In the month since then, Singled Out has sold 66 copies, roughly 50% paperback and 50% Kindle e-book.

 I wasn’t sure what to expect and I’m not certain even now whether selling 66 copies of a debut self-published novel in the first four weeks is good, bad or indifferent.

One thing though; I believe I know – or know of – the majority of buyers. Many are friends and family, colleagues and clients, blogging buddies, neighbours, friends of friends and miscellaneous kind supporters and interested parties. To all of you, those I know, and those I don’t – I offer my deepest gratitude.

It’s been emotional

This last month I’ve been a bit all over the place. Other upsets and irritants have piled on top of what was always going to be an anxious time, fictionally speaking.
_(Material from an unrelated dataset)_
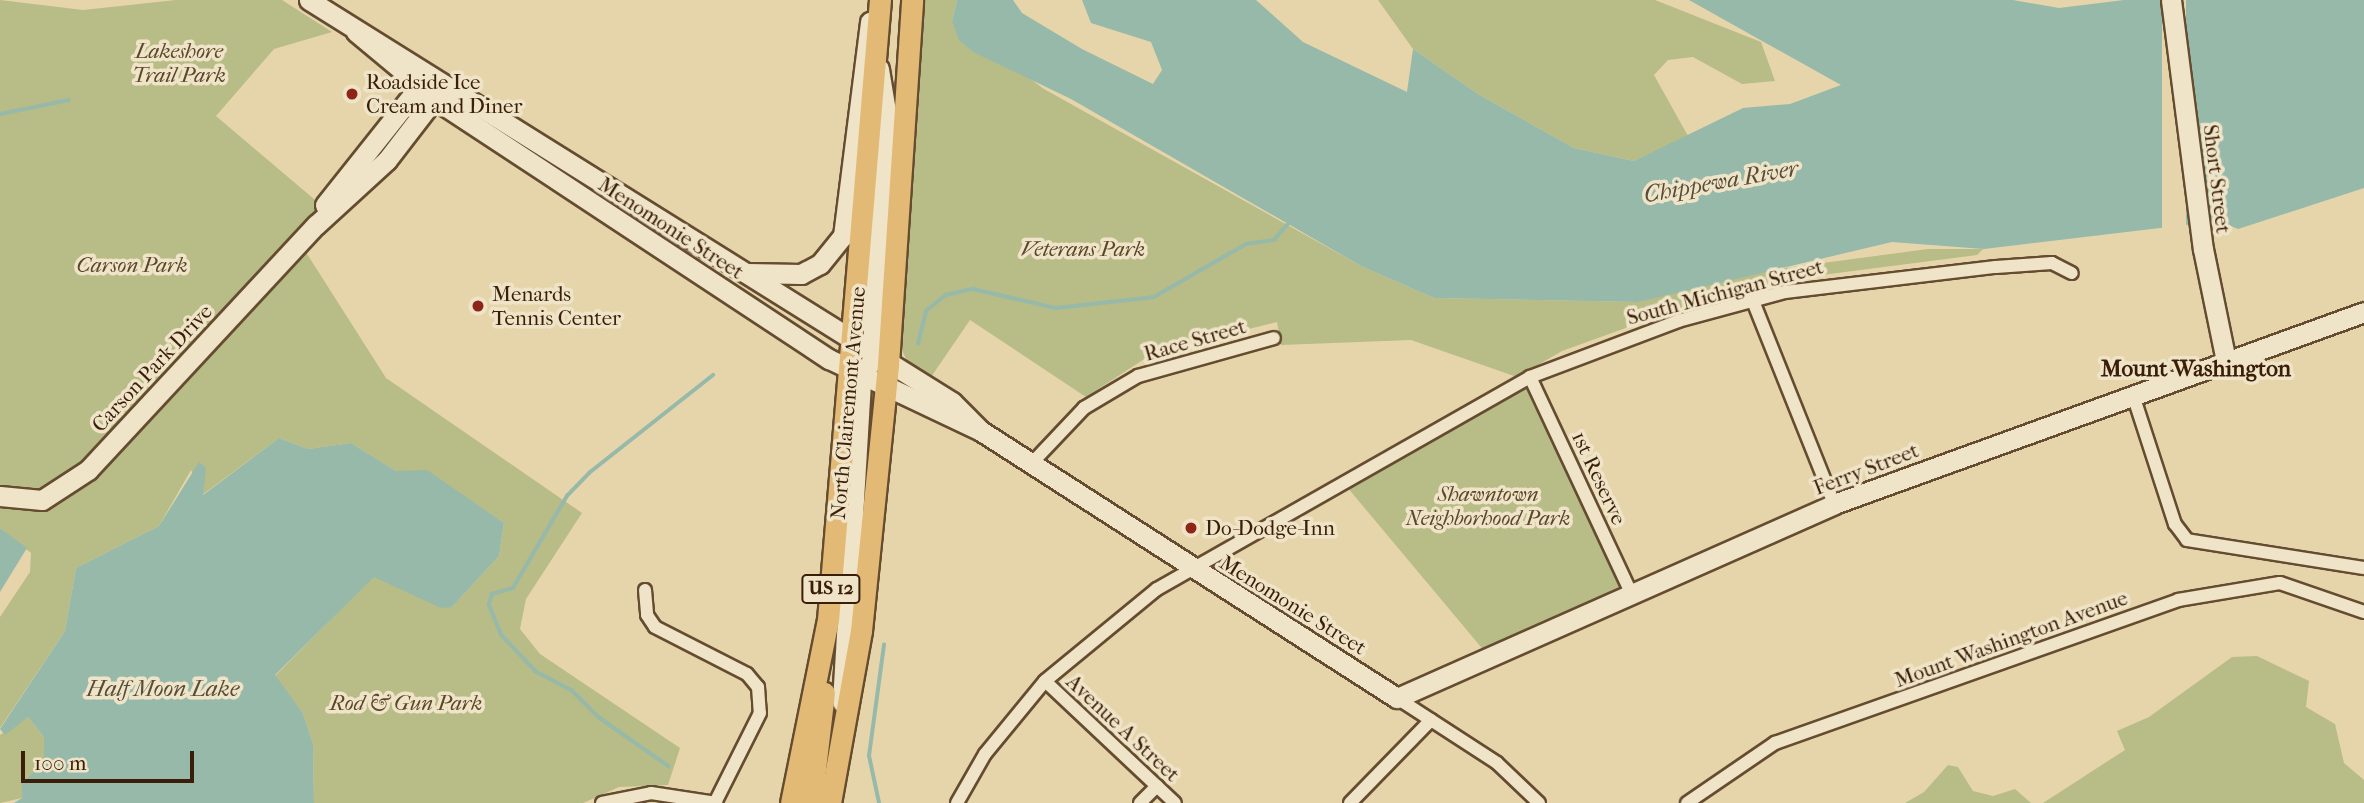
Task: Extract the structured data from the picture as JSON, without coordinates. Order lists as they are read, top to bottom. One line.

I’ve been surprised and touched, as several people I did not expect bought copies of Singled Out. I’ve also been overwhelmed by the kind words and largely positive feedback it’s received – both privately and through the first few 4-star and 5-star reviews which readers have been kind enough to post on Amazon and Goodreads.

But I’ve also felt as if I were sitting on the edge of a precipice, where one small nudge would send me toppling over.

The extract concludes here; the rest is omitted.